┌──
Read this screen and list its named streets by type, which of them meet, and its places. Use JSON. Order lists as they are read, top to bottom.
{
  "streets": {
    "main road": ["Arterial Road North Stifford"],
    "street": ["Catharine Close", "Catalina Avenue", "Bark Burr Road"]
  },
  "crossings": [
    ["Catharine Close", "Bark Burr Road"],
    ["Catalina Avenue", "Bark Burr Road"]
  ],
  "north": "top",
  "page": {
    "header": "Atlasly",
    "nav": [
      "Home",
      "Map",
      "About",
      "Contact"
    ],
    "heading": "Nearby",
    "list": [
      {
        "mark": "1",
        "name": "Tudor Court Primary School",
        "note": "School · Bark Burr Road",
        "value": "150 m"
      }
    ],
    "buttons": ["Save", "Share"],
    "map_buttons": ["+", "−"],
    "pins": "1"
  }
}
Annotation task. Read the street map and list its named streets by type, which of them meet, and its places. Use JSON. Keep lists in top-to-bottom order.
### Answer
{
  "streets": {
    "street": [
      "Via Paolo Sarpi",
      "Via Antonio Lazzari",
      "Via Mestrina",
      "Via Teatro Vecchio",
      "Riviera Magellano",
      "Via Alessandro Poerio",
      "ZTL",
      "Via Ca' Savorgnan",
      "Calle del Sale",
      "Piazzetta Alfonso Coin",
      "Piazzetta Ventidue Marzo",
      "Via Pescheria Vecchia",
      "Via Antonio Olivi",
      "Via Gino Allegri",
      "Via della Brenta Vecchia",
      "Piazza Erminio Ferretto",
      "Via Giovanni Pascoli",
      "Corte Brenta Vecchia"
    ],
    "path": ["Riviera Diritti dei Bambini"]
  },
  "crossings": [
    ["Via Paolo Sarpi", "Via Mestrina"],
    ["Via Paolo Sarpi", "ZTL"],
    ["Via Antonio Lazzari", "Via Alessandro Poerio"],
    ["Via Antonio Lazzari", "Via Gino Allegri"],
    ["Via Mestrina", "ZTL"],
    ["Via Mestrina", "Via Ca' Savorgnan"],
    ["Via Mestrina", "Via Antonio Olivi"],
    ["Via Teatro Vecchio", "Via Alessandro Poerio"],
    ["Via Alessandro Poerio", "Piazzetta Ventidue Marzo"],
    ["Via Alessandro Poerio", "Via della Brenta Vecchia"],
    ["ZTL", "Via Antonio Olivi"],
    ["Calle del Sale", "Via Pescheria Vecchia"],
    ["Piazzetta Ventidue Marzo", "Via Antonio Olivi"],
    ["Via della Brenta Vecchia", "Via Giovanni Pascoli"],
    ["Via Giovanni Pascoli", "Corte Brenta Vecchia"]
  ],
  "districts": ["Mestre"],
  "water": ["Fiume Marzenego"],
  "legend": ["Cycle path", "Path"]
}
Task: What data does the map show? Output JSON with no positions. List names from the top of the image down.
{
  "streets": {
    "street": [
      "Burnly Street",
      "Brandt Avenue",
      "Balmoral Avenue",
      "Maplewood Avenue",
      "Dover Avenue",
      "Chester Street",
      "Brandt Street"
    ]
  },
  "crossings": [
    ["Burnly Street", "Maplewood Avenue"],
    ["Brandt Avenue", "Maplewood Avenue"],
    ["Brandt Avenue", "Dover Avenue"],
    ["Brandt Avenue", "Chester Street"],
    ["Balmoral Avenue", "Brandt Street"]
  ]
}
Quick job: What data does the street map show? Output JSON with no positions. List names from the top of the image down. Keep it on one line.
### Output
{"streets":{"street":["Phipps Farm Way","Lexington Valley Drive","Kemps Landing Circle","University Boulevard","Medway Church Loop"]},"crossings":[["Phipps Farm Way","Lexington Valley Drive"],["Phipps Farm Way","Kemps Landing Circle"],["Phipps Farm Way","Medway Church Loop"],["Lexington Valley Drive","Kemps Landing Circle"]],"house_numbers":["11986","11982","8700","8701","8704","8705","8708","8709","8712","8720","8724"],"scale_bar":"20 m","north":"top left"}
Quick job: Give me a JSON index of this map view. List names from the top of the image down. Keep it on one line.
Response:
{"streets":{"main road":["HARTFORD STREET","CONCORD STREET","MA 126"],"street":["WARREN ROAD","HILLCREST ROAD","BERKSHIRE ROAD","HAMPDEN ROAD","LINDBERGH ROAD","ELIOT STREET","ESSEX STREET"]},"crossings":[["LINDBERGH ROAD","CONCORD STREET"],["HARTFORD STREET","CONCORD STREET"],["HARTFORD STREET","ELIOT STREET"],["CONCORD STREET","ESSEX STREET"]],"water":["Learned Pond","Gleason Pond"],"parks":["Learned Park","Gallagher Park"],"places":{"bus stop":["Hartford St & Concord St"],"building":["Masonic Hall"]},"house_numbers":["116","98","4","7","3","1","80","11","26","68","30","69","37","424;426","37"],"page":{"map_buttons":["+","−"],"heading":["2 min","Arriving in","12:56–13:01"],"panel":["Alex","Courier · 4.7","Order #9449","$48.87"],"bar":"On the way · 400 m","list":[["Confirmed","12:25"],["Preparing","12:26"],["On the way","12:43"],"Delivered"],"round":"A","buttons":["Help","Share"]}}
└──
* What to work on
From the line containing "Quick job: What" through the last line of the records above, reproduce every line exactly.

* Completed exercise
Quick job: What data does the street map show? Output JSON with no positions. List names from the top of the image down. Keep it on one line.
### Output
{"streets":{"street":["Phipps Farm Way","Lexington Valley Drive","Kemps Landing Circle","University Boulevard","Medway Church Loop"]},"crossings":[["Phipps Farm Way","Lexington Valley Drive"],["Phipps Farm Way","Kemps Landing Circle"],["Phipps Farm Way","Medway Church Loop"],["Lexington Valley Drive","Kemps Landing Circle"]],"house_numbers":["11986","11982","8700","8701","8704","8705","8708","8709","8712","8720","8724"],"scale_bar":"20 m","north":"top left"}
Quick job: Give me a JSON index of this map view. List names from the top of the image down. Keep it on one line.
Response:
{"streets":{"main road":["HARTFORD STREET","CONCORD STREET","MA 126"],"street":["WARREN ROAD","HILLCREST ROAD","BERKSHIRE ROAD","HAMPDEN ROAD","LINDBERGH ROAD","ELIOT STREET","ESSEX STREET"]},"crossings":[["LINDBERGH ROAD","CONCORD STREET"],["HARTFORD STREET","CONCORD STREET"],["HARTFORD STREET","ELIOT STREET"],["CONCORD STREET","ESSEX STREET"]],"water":["Learned Pond","Gleason Pond"],"parks":["Learned Park","Gallagher Park"],"places":{"bus stop":["Hartford St & Concord St"],"building":["Masonic Hall"]},"house_numbers":["116","98","4","7","3","1","80","11","26","68","30","69","37","424;426","37"],"page":{"map_buttons":["+","−"],"heading":["2 min","Arriving in","12:56–13:01"],"panel":["Alex","Courier · 4.7","Order #9449","$48.87"],"bar":"On the way · 400 m","list":[["Confirmed","12:25"],["Preparing","12:26"],["On the way","12:43"],"Delivered"],"round":"A","buttons":["Help","Share"]}}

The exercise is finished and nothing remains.